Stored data
**********
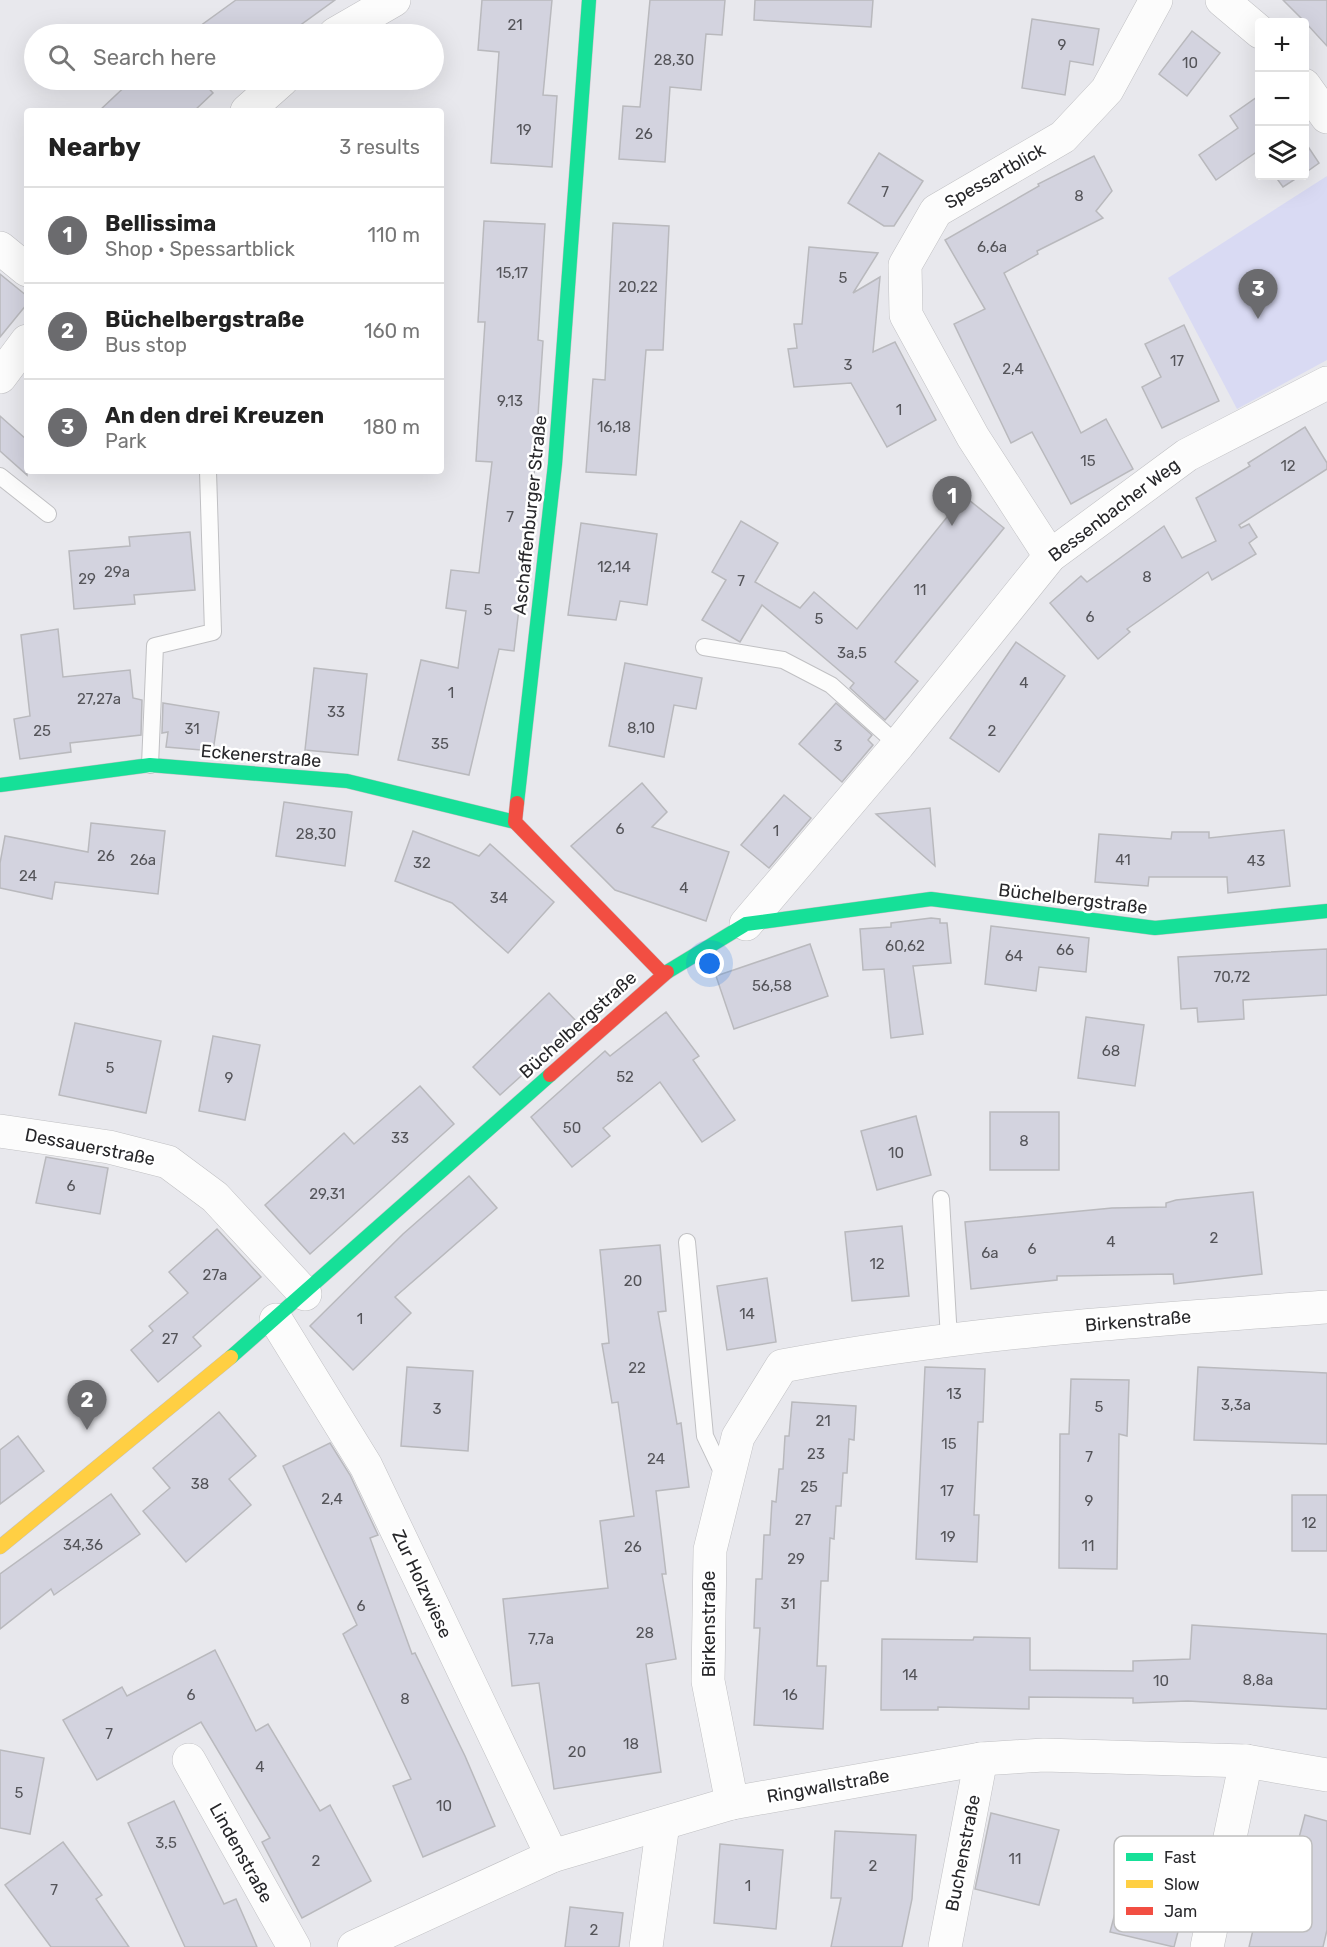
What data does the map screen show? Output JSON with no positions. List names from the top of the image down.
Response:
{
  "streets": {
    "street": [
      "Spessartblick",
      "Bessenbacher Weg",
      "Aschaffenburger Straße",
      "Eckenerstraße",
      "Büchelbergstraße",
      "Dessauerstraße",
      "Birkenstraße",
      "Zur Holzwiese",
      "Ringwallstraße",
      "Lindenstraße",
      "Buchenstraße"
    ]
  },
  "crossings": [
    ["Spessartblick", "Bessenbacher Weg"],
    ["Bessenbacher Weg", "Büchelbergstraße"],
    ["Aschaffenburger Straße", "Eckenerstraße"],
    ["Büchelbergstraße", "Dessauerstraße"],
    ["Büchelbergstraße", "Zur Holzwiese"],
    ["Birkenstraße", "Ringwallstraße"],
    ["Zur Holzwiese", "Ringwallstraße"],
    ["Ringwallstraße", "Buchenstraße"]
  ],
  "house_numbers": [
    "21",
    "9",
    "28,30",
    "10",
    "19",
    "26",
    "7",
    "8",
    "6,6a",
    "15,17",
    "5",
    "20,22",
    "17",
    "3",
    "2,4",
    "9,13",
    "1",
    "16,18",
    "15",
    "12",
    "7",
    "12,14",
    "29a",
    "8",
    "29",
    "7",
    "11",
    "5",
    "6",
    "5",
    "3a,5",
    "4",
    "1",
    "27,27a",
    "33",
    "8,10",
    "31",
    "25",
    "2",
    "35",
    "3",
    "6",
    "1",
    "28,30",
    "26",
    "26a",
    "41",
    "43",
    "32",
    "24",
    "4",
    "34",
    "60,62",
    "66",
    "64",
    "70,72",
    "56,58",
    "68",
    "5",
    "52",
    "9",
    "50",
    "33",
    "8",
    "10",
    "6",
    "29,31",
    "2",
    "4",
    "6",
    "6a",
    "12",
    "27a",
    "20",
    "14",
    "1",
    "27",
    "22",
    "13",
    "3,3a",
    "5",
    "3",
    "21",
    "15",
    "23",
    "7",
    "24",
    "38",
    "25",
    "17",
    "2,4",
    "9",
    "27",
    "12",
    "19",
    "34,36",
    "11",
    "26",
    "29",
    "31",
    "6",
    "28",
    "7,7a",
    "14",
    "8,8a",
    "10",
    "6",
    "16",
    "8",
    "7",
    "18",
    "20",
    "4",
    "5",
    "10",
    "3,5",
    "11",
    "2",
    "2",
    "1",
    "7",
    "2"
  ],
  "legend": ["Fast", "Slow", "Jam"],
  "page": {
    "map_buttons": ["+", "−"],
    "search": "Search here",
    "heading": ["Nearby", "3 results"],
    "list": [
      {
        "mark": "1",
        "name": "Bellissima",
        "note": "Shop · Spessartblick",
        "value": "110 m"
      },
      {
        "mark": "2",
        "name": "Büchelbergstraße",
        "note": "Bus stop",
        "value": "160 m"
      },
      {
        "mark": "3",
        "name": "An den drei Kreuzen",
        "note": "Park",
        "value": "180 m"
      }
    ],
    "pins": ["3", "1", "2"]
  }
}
**********
## Assignment
Where does "Birkenstraße" appear in the records above? Copy each line that holds it.

## Task response
      "Birkenstraße",
    ["Birkenstraße", "Ringwallstraße"],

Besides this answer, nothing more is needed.